A CasNet takes an expression \(x_n\) to first form a feature extraction network (consisting of \(L\) parallel single-layer neural networks) followed by a classification capsule network. Each of the \(L\) parallel feature extraction layers generates a primary capsule \(u_l∈\mathbb{R}^{d_p}\) as

\[\begin{equation} u_l=ReLU(W_{P,l},x_{n}) \forall{l}=1,…,L, \tag{3.12} \end{equation}\]

where \(W_{P,l}∈\mathbb{R}^{d_p×G}\) is the weight matrix. Then, the primary capsules are fed into the capsule network to compute \(K\) label capsules \(v_k∈\mathbb{R}^{d_t}\), one for each label, as

\[\begin{equation} v_k=squash(\sum_{l}^{L}c_{kl}W_{kl}u_{l}) \space ∀k=1,…,K, \tag{3.13} \end{equation}\]
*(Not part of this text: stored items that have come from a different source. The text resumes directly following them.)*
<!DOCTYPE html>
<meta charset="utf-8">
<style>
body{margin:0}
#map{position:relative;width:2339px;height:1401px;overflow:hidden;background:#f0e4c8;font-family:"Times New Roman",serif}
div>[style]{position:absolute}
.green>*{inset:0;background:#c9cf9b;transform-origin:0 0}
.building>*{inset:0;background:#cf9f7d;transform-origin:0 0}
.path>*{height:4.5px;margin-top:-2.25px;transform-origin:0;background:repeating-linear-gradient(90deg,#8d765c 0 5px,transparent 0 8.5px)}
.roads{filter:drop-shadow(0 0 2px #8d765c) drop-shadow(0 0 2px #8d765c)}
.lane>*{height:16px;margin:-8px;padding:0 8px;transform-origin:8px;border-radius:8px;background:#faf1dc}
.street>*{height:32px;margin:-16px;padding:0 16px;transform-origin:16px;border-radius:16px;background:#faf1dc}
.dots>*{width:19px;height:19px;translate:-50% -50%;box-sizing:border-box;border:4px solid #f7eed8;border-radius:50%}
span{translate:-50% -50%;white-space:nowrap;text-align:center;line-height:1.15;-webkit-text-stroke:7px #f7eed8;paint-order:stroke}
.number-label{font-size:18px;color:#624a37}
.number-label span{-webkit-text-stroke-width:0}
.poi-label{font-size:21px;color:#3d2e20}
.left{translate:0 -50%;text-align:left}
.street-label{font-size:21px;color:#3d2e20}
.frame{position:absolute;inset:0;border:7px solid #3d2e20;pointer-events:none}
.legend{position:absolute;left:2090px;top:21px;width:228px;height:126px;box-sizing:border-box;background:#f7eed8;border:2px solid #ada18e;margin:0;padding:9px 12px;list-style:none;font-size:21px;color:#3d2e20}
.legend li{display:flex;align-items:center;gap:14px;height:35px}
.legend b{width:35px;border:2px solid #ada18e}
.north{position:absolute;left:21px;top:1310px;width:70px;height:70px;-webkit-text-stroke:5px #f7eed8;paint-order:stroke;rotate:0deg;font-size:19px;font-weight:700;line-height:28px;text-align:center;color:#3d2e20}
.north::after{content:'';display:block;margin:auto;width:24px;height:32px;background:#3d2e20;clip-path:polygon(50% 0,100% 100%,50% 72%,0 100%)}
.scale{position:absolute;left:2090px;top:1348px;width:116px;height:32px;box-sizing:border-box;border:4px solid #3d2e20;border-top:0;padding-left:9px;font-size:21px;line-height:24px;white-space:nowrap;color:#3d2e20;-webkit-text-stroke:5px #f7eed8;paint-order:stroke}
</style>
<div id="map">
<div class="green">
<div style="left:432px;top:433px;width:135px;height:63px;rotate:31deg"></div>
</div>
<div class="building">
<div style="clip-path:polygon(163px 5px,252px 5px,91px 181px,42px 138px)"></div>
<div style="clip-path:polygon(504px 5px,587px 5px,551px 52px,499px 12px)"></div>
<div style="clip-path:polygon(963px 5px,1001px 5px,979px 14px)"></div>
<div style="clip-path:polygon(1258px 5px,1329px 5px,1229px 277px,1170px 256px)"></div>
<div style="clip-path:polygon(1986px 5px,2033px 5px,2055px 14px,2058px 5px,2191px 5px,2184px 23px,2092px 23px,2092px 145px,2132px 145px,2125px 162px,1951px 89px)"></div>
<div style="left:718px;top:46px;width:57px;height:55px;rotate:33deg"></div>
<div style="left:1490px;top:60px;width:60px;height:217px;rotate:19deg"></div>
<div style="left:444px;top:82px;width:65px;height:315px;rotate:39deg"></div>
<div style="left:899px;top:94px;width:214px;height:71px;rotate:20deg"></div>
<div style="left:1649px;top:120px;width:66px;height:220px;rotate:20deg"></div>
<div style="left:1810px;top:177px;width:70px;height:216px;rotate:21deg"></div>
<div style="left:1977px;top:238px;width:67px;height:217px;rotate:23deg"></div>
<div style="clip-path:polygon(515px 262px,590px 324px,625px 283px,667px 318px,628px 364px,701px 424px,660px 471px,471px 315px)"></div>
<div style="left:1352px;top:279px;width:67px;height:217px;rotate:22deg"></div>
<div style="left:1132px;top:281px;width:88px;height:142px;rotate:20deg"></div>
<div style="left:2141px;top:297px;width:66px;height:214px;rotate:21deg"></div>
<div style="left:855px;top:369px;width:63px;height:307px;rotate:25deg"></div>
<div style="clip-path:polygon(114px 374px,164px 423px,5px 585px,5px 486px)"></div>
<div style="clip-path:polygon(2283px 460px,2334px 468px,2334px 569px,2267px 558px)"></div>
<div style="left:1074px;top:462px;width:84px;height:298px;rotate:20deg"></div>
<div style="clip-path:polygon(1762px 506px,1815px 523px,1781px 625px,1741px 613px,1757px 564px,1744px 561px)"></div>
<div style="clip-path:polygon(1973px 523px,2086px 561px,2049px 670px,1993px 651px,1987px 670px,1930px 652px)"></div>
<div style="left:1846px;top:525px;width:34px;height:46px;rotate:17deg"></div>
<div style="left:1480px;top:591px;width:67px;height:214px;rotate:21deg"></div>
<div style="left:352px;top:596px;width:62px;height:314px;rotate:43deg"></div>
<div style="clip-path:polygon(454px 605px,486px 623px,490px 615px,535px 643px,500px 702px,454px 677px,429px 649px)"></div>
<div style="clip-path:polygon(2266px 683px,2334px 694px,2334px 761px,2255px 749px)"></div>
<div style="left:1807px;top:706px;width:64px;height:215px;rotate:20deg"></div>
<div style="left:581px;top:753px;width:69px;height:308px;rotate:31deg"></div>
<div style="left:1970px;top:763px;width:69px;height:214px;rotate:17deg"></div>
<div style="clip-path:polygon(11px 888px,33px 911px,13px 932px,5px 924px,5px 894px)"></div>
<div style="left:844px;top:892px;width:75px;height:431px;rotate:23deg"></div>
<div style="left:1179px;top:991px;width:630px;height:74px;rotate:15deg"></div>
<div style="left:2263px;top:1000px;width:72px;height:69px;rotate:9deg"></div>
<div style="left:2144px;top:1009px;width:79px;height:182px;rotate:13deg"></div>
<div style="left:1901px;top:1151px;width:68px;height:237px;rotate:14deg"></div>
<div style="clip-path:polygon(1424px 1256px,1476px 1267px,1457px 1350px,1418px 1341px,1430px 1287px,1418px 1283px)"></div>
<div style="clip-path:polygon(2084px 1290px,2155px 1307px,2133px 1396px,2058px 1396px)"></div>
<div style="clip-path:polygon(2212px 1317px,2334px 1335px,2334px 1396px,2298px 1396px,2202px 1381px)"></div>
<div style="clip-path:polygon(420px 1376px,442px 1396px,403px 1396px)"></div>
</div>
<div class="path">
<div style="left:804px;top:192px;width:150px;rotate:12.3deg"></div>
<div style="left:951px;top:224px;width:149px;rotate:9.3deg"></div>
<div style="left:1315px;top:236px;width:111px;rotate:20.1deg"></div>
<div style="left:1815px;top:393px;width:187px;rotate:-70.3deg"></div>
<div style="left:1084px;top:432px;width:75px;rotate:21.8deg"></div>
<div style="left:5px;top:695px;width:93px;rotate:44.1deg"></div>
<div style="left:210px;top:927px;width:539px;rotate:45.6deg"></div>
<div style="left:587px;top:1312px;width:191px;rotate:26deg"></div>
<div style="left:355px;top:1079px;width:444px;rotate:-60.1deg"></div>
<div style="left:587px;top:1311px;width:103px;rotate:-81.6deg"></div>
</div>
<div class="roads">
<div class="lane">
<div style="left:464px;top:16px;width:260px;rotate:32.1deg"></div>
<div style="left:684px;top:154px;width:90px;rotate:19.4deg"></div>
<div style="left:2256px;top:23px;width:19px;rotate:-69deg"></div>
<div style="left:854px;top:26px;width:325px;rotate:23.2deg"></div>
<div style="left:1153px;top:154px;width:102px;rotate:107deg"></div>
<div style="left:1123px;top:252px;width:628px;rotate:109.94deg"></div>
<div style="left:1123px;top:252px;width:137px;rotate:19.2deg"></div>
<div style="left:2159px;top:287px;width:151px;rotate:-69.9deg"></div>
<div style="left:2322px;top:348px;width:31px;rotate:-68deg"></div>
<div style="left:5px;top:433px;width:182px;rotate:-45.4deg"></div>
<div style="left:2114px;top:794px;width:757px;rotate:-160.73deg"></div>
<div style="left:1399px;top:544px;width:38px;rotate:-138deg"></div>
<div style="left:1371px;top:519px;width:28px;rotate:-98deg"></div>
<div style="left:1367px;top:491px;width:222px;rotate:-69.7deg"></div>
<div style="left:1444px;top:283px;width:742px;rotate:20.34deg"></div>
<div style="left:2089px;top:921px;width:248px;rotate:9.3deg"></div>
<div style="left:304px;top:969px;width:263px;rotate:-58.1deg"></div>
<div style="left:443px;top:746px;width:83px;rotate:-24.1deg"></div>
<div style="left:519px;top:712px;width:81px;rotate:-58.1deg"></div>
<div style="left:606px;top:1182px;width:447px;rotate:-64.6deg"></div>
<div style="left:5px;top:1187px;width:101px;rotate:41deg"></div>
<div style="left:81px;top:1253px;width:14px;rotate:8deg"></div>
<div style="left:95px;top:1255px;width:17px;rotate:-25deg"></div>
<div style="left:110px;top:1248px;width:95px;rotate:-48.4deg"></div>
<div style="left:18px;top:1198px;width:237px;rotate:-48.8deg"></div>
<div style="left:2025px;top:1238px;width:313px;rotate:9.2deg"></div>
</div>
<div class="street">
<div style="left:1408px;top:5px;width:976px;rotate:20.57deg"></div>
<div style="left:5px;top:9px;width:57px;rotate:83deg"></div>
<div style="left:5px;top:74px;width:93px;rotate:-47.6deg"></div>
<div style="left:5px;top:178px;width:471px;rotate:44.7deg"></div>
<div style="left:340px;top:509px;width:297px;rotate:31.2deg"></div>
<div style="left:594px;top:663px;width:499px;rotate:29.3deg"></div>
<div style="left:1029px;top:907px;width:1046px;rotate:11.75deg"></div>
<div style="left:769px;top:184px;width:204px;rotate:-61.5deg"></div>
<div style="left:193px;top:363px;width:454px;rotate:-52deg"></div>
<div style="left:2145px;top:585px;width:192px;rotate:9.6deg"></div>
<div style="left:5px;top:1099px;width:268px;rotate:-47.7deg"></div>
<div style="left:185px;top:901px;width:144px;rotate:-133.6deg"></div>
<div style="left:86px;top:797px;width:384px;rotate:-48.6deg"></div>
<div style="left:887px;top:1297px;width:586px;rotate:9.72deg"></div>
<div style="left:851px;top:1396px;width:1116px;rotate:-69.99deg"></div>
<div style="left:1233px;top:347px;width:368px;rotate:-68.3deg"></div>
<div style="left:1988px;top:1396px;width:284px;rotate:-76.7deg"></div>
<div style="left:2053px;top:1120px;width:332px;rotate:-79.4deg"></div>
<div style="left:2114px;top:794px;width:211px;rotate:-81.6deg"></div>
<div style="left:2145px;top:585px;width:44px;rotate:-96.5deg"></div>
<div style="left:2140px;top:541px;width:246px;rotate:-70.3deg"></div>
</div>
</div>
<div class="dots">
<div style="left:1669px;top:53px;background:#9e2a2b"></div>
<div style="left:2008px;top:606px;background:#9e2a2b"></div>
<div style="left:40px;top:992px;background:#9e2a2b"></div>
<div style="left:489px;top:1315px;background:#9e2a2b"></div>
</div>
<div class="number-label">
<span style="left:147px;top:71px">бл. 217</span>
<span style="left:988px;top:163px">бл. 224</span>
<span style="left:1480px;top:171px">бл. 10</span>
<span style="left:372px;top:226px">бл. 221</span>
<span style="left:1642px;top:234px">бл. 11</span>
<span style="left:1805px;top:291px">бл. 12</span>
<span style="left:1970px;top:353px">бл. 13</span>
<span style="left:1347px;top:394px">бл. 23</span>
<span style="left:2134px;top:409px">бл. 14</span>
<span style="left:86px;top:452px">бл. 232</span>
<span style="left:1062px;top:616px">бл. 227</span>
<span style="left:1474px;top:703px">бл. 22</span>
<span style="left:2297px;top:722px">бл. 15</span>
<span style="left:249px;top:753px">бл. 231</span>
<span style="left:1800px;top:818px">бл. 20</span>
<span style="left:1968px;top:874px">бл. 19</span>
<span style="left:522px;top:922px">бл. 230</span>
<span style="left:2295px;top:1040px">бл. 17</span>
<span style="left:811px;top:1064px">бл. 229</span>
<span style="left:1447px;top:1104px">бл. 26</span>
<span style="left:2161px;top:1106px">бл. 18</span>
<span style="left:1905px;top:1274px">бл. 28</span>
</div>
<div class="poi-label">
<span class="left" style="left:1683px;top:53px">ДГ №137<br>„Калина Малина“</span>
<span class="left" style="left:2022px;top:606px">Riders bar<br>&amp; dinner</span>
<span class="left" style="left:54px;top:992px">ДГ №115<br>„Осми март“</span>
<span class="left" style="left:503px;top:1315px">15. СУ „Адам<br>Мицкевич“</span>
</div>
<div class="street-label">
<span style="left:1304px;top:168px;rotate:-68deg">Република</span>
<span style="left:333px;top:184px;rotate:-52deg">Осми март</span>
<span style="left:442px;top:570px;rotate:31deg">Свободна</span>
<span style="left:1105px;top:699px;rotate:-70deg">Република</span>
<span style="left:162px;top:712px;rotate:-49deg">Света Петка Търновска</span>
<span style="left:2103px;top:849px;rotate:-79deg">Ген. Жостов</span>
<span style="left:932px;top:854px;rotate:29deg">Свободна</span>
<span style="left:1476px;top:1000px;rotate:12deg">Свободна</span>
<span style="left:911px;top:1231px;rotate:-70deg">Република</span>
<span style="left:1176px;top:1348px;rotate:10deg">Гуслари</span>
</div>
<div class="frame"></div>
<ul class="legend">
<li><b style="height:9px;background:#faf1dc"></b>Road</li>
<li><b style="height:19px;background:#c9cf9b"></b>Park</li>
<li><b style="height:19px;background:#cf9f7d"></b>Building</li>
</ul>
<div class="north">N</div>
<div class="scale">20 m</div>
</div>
where \(squash\) is the squashing function (N. D. Patel, Nguang, and Coghill 2007) to normalize the magnitude of its input vector to be less than one, \(W_{kl}\) is another trainable weight matrix, and \(c_{kl} \space \forall{l}=1,…,L\), are the coupling coefficients that represent the probability distribution of each primary capsule’s impact on the predicted label \(k\). Parameters \(c_{kl}\) are not trained but computed through the dynamic routing process proposed in the original capsule networks (N. Wang L. 2020). The magnitude of each capsule \(v_k\) represents the probability of predicting label \(k\) for input \(x_n\). Once trained, the important primary capsules for each label and then the most significant genes for each important primary capsule can be used to interpret biological functions associated with the prediction.

The training of the supervised models for classification overwhelmingly minimizes the cross-entropy loss by stochastic gradient descent computed by a back-propagation algorithm.